Step 2: Predicting input for a particular output

Properties of Equality

Recall the properties of equality.

  • The addition property of equality states, for all real numbers [latex]a, b, \text{ and } c: \text{ if } a=b \text{, then } a+c=b+c[/latex]. That is, we may add or subtract the same amount to both entire sides of an equation without changing its value.
  • The multiplication property of equality states, for all real numbers [latex]a, b, \text{ and } c: \text{ if } a=b \text{, then } a \cdot c=b \cdot c[/latex]. That is, we may multiply or divide the same amount to both entire sides of an equation without changing its value.
    1. Let’s write a new formula that returns the number of years it will take to reach a certain goal for the total number of coins in the collection.
    2. In cell A7 (delete any information you put there earlier), type “Coin goal.”
    3. In cell A8, type “Years required.”
    4. In our formula [latex]y=12x+47[/latex], we will let [latex]y[/latex] represent the Coin total we desire and solve for [latex]x[/latex].

       

      [latex]
      \begin{array}{rcl} y&=&12x+47 & \\
      y-47&=&12x & \text{subtract 47 on both sides} \\
      \dfrac{\left(y-47\right)}{12}&=&x & \text{divide by 12 on both sides} \\
      \end{array}[/latex]

       

    5. Using the formula solved for input, [latex]x=\dfrac{\left(y-47\right)}{12}[/latex], populate cell B8, with the appropriate substitutions for initial value (B1), slope (B2), and desired output (B7).
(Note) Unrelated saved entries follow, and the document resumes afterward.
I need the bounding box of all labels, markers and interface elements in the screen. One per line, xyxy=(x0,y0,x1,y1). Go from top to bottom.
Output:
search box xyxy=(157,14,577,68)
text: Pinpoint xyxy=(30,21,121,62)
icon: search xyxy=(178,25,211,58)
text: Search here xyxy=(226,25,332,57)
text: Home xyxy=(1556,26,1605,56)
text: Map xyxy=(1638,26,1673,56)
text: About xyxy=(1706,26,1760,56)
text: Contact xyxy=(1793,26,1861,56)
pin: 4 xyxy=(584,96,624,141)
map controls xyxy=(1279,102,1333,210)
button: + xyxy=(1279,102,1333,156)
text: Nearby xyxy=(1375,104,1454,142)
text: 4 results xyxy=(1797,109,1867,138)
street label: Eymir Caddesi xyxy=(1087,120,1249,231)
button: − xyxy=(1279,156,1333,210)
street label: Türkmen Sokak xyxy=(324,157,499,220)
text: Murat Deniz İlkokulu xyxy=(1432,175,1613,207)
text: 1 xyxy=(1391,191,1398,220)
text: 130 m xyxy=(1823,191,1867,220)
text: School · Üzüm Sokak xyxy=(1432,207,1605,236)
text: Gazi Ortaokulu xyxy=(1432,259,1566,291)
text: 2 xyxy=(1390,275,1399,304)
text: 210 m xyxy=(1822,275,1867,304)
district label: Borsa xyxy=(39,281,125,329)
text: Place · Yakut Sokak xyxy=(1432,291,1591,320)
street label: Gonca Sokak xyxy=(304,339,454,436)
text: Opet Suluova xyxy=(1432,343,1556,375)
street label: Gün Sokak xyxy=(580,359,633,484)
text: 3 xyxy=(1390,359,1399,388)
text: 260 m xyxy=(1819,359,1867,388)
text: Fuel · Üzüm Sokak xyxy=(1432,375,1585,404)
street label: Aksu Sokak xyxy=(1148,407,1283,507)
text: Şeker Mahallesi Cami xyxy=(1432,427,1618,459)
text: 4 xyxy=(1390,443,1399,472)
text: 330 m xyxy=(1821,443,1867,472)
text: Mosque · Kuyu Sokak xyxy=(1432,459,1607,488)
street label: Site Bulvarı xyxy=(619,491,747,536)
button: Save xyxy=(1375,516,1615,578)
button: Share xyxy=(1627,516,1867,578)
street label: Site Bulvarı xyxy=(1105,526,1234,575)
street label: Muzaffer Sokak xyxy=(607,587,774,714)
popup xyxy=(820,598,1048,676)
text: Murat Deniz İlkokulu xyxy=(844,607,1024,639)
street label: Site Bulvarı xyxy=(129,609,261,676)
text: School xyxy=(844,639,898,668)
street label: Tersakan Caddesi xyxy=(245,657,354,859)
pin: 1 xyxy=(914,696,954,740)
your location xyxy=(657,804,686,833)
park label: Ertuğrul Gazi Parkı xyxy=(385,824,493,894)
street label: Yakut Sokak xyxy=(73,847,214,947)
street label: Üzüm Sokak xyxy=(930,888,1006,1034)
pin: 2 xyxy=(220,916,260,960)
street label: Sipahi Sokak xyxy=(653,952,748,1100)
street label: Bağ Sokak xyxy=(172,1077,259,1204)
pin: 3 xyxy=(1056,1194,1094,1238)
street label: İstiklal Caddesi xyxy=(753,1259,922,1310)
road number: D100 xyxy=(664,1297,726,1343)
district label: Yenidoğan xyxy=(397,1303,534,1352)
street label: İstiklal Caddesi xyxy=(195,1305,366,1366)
Into cell B8 type, =(B$7-B$1)/B$2 and Enter.
    6. Set the Coin goal to 500 in cell B7, then Enter. Years required should be 37.75. Then, try adjusting the starting coins and annual increase to see how many or how few years you could reach your goal of 500 total coins.Storing a formula in a spreadsheet is useful for trying out different scenarios and making quick predictions. If the formula is one you use often, a spreadsheet can save you time and energy in the calculations.